Comecei a passar os dias e as noites pelas ruas, perdi o sentido de tudo.

Acabei tomando a decisão de mudar de vida, mudar de cidade, ir para onde nada me lembrasse minha vida passada.

Cá estou eu.

Me levando pela manhã sem nada para fazer, vou dar uma volta pelas ruas, compro algo para comer.

Sento um pouco na praça e converso com pessoas.

Nada de interessante.

À noite volto para casa e passo as horas lendo e escrevendo em meu diário.

Certa tarde ao voltar para casa, ao entrar e me virar para fechar o portão, me deparei com algo estranho.
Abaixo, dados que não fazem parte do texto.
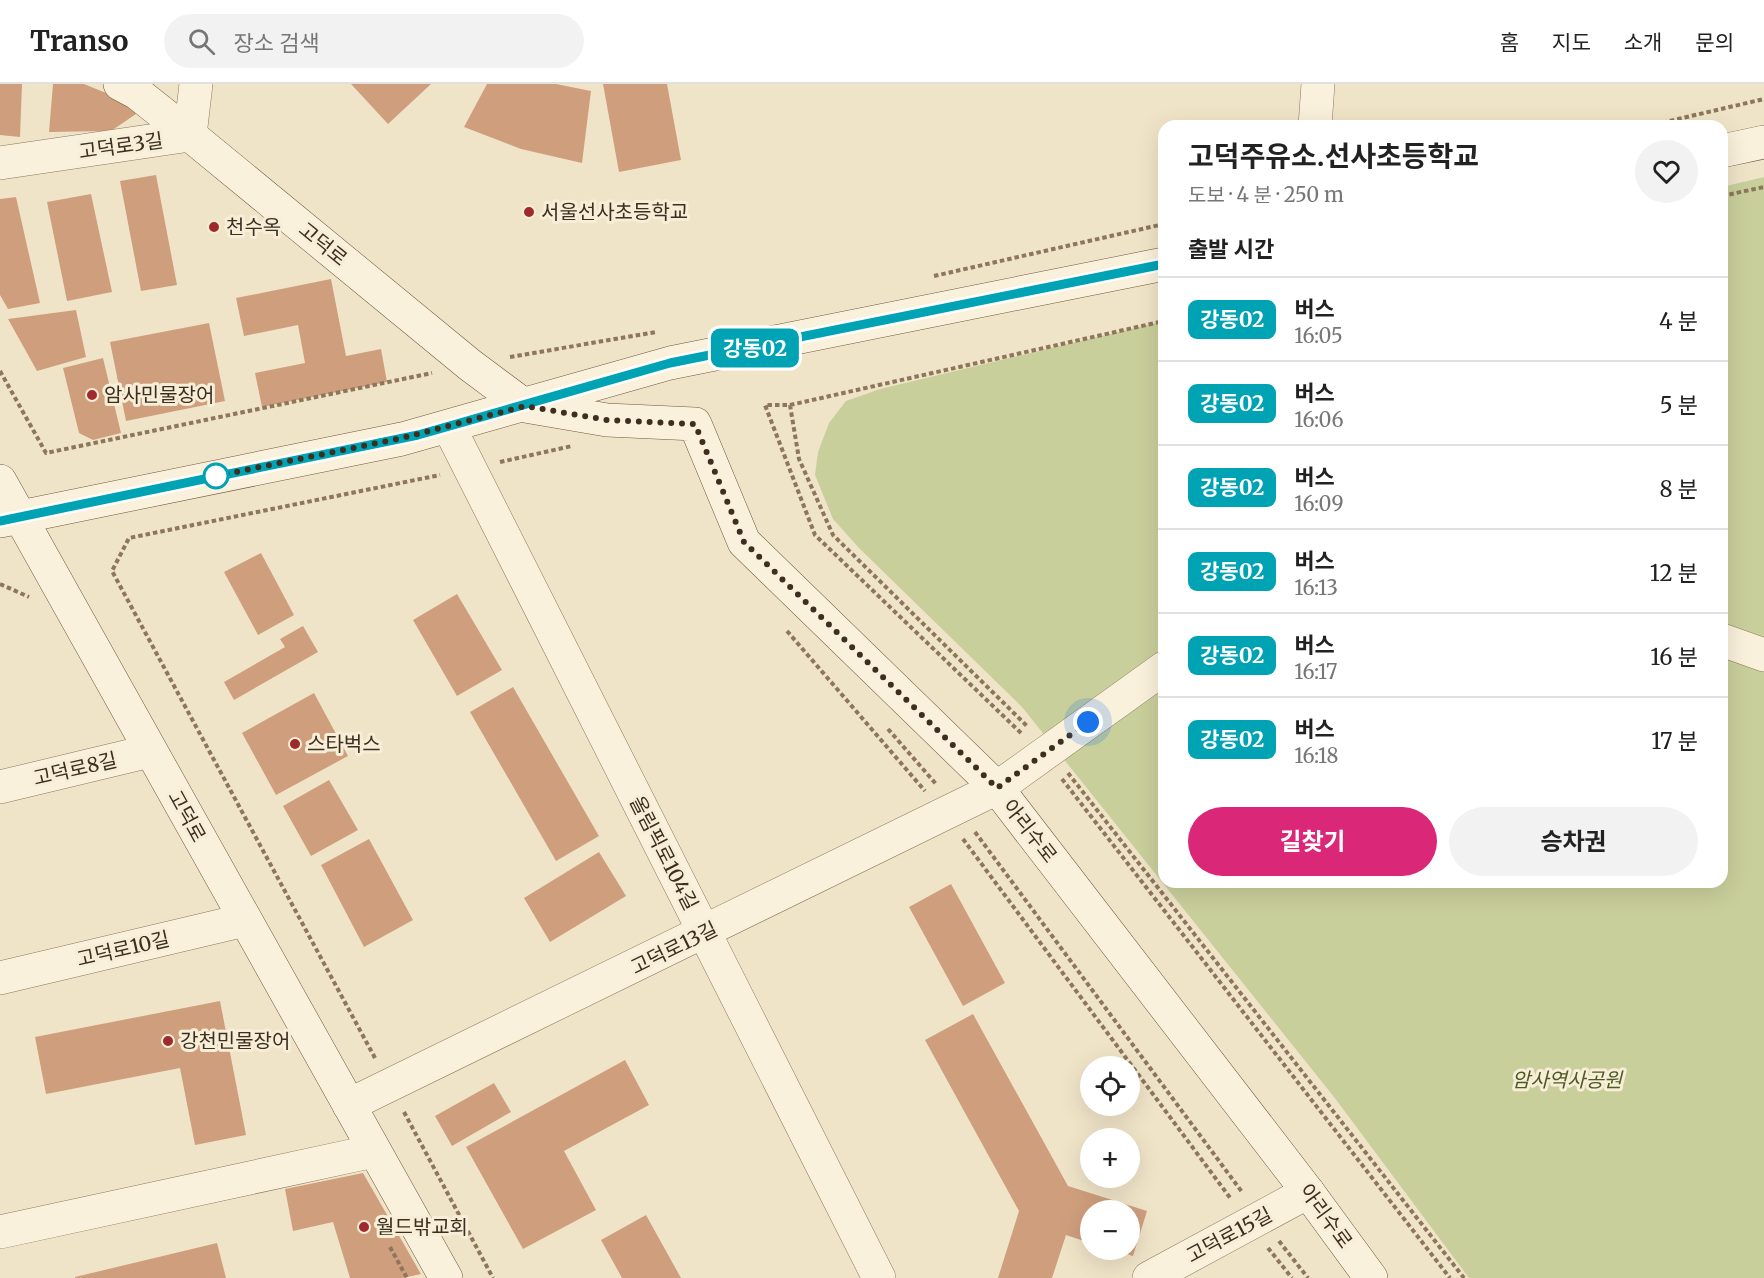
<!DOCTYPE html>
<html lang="ko">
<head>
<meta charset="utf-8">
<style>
	body { margin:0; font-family:Merriweather,"Noto Sans KR",serif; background:#f2f2f2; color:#222; height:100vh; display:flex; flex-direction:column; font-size:22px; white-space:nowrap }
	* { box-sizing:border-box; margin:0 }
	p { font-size:20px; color:#767676 }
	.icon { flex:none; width:33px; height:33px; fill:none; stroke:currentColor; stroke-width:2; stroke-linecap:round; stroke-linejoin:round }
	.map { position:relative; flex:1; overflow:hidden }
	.side { position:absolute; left:1158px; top:36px; width:570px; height:768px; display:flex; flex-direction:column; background:#fff; border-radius:18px; box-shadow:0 6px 24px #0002 }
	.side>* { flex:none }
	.badge { padding:0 12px; border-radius:9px; font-size:21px; line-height:39px }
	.buttons { position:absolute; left:1080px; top:972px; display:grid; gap:12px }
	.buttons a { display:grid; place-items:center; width:60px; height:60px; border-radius:50%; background:#fff; box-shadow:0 6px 24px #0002; font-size:30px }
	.you { position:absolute; width:30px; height:30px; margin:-15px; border:4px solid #fff; border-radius:50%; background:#1a73e8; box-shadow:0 0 0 9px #1a73e833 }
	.map>.badge { position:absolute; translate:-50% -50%; box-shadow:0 0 0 3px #fff }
	h2 { padding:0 30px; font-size:22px; line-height:54px }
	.round { display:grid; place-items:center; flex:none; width:63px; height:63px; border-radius:32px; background:#f2f2f2 }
	.head { display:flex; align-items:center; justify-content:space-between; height:102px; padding:0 30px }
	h1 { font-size:28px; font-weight:700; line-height:45px }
	.primary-button { display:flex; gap:12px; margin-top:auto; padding:12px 30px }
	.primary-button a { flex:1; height:69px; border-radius:36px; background:#db2777; color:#fff; font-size:24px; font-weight:700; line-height:69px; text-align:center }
	.primary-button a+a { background:#f2f2f2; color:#222 }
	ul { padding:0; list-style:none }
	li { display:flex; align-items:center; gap:18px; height:84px; padding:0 30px; border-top:2px solid #e0e0e0 }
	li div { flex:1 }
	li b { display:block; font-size:22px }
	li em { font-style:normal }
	li .badge { min-width:66px; font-weight:700; text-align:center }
	header { display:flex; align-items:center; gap:36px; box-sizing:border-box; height:84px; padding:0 30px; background:#fff; border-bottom:2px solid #e0e0e0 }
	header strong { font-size:28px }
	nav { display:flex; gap:33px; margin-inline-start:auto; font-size:21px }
	.search { width:420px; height:54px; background:#f2f2f2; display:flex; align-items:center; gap:15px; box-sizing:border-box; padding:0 21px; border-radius:33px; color:#767676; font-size:22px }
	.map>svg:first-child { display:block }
	.green { fill:#c9cf9b }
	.building { fill:#cf9f7d }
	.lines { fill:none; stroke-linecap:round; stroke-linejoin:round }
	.street-casing { stroke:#8d765c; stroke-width:34 }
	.secondary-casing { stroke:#6f573f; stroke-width:34 }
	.path { stroke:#8d765c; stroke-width:4; stroke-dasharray:4.5 3; stroke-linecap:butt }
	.street { stroke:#faf1dc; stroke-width:33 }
	.secondary { stroke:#faf1dc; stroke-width:33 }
	.line-casing { stroke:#fff; stroke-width:14 }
	.line { stroke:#00a3b4; stroke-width:9 }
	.walk { stroke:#3d2e20; stroke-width:6; stroke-dasharray:0 10.8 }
	.poi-dot { fill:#9e2a2b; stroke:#f7eed8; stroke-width:2 }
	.stop-dot { fill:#fff; stroke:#00a3b4; stroke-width:3 }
	.labels { text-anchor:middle; stroke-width:6; stroke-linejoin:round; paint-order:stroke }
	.street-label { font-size:20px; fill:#3d2e20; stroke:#f7eed8 }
	.poi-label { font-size:20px; fill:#3d2e20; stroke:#f7eed8; text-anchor:start }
	.park-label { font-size:20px; font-style:italic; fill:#4d5a26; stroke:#f7eed8 }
</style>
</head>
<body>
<header>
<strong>Transo</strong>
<div class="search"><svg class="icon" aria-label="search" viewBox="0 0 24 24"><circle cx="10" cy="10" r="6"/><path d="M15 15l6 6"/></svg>장소 검색</div>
<nav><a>홈</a><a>지도</a><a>소개</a><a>문의</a></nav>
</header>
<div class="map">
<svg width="1764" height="1194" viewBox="0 0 1764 1194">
	<rect width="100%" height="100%" fill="#f0e4c8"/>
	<path class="green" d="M1764,93V1194H1469L1334,1013L1022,623L859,464L833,435L815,391L818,368L829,339L846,317L880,305L1164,237V798H1722V103Z"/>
	<path class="building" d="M0,0H22L20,53L0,51Z
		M53,0H84L133,20L136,30L111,47L49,48Z
		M351,0H431L388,40Z
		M487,0H556L591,7L582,79L521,65L464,43Z
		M603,0H667L681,76L619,88Z
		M156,91L177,201L141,207L120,97Z
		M91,110L112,208L67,217L47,118Z
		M16,113L40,219L8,225L0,211V115Z
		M331,195L346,272L381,265L387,298L262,323L255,289L305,279L298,241L244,252L236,214Z
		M76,226L86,273L37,287L8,235Z
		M209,239L225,317L126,337L110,258Z
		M103,274L121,349L93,356L79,349L63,284Z
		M261,469L294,531L258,551L224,488Z
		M457,510L502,586L457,612L413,536Z
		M303,542L318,568L234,616L224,598L285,563L280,555Z
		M513,603L599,752L556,777L470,628Z
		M314,609L348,672L276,711L242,649Z
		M329,696L358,746L311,772L283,722Z
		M369,755L413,836L364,863L321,781Z
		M599,768L626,812L550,858L524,814Z
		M951,800L1005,899L963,922L909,823Z
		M220,917L246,1051L195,1061L180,984L46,1010L35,953Z
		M973,930L1068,1102L1147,1127L1133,1172L1114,1166H1130V1126H1090V1159L1066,1151L1052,1194H998L1019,1127L925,956Z
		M625,976L649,1021L564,1067L596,1126L523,1165L466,1063Z
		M494,999L511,1028L452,1062L435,1032Z
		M363,1089L421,1190L403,1194H350L333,1138L293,1147L285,1105Z
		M646,1131L681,1194H622L601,1156Z
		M217,1159L226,1194H75V1193Z"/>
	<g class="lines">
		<defs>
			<path id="street" d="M1315,42L1318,0
				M0,79L190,51L196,0
				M449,343L879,1194
				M1722,556L1764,571
				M0,703L150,667
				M0,894L245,836
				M349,1021L997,704L1164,584
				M0,1148L374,1067
				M1149,1194L1308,1108"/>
			<path id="secondary" d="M120,0L137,9L190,51L470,281L525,322L607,336L695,340L744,458L997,704L1308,1108L1371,1194
				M1722,67L1764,58
				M0,397L446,1194
				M0,437L402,355L670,279L1164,180"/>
		</defs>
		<use href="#street" class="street-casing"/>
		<use href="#secondary" class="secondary-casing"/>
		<path class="path" d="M1648,42L1764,15
			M1722,112L1764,103
			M934,192L1164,140
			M510,273L656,248
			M0,287L46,369L432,289
			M790,321L799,375L833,451L1028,643
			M500,378L572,362
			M0,500L29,513
			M787,547L925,707
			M888,645L936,700
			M1021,649L815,451L765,321H790L1164,237
			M1068,689L1464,1194
			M1062,695L1450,1194
			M975,748L1242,1108
			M963,755L1231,1115
			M375,974L112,487L129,454L440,391
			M404,1028L493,1194
			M1279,1157L1308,1194
			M390,1163L407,1194
			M1268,1164L1292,1194"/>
		<use href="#street" class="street"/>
		<use href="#secondary" class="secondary"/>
	</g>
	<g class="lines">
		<defs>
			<path id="line" d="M0,437L418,351L670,279L1164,180"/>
		</defs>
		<use href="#line" class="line-casing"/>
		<use href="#line" class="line"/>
		<path class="walk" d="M216,392L402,354L525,322L607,336L695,340L744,458L997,704L1088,638"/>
	</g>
	<g class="poi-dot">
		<circle cx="529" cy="128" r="6"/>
		<circle cx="214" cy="143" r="6"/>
		<circle cx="92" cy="311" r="6"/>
		<circle cx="295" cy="660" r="6"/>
		<circle cx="168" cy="957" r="6"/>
		<circle cx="364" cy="1143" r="6"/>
	</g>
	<circle class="stop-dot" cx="216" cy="392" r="12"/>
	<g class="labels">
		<g class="street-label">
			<text transform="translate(121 62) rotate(-8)" y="7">고덕로3길</text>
			<text transform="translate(323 160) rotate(39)" y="7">고덕로</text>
			<text transform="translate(75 685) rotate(-13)" y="7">고덕로8길</text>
			<text transform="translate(187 732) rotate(61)" y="7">고덕로</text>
			<text transform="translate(1030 747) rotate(52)" y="7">아리수로</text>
			<text transform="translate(664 769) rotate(63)" y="7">올림픽로104길</text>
			<text transform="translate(674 864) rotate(-26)" y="7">고덕로13길</text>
			<text transform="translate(123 865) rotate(-13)" y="7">고덕로10길</text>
			<text transform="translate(1326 1132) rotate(54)" y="7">아리수로</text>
			<text transform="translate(1229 1151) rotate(-28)" y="7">고덕로15길</text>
		</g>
		<g class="poi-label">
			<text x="541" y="135">서울선사초등학교</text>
			<text x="226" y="150">천수옥</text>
			<text x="104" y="318">암사민물장어</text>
			<text x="307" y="667">스타벅스</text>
			<text x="180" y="964">강천민물장어</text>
			<text x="376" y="1150">월드밖교회</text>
		</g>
		<g class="park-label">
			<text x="1567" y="1003">암사역사공원</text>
		</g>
	</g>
</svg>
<div class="buttons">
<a><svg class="icon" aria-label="locate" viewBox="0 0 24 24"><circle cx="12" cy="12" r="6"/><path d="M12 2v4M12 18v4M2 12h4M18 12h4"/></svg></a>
<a>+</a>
<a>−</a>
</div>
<div class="you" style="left:1088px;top:638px"></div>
<b class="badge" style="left:755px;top:264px;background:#00a3b4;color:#fff">강동02</b>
<section class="side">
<div class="head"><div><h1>고덕주유소.선사초등학교</h1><p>도보 · 4 분 · 250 m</p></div><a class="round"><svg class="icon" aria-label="heart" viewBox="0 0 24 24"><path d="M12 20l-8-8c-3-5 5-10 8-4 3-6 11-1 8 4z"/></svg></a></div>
<h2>출발 시간</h2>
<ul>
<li><span class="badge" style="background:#00a3b4;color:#fff">강동02</span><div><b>버스</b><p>16:05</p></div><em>4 분</em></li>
<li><span class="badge" style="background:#00a3b4;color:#fff">강동02</span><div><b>버스</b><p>16:06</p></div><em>5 분</em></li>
<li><span class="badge" style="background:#00a3b4;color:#fff">강동02</span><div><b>버스</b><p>16:09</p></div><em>8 분</em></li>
<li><span class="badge" style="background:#00a3b4;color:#fff">강동02</span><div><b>버스</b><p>16:13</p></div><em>12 분</em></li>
<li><span class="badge" style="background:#00a3b4;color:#fff">강동02</span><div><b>버스</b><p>16:17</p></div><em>16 분</em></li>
<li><span class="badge" style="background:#00a3b4;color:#fff">강동02</span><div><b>버스</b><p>16:18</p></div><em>17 분</em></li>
</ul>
<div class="primary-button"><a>길찾기</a><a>승차권</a></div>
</section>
</div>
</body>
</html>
Do outro lado da rua bem em frente á minha casa, vi uma menina sentada na calçada, devia ter uns 8 anos e me olhava fixamente. Tinha um olhar melancólico. Triste. E usava uma roupa bem antiga, me fazendo lembrar antigas fotografias.

Isso me incomodou a ponto de sentir um certo arrepio. Dei um sorriso e fiz um aceno. Ela continuou ali, sem expressar nenhuma reação. Quando me distrai fechando o portão, ao voltar meu olhara para a menina, não a vi mais. Simplesmente desapareceu.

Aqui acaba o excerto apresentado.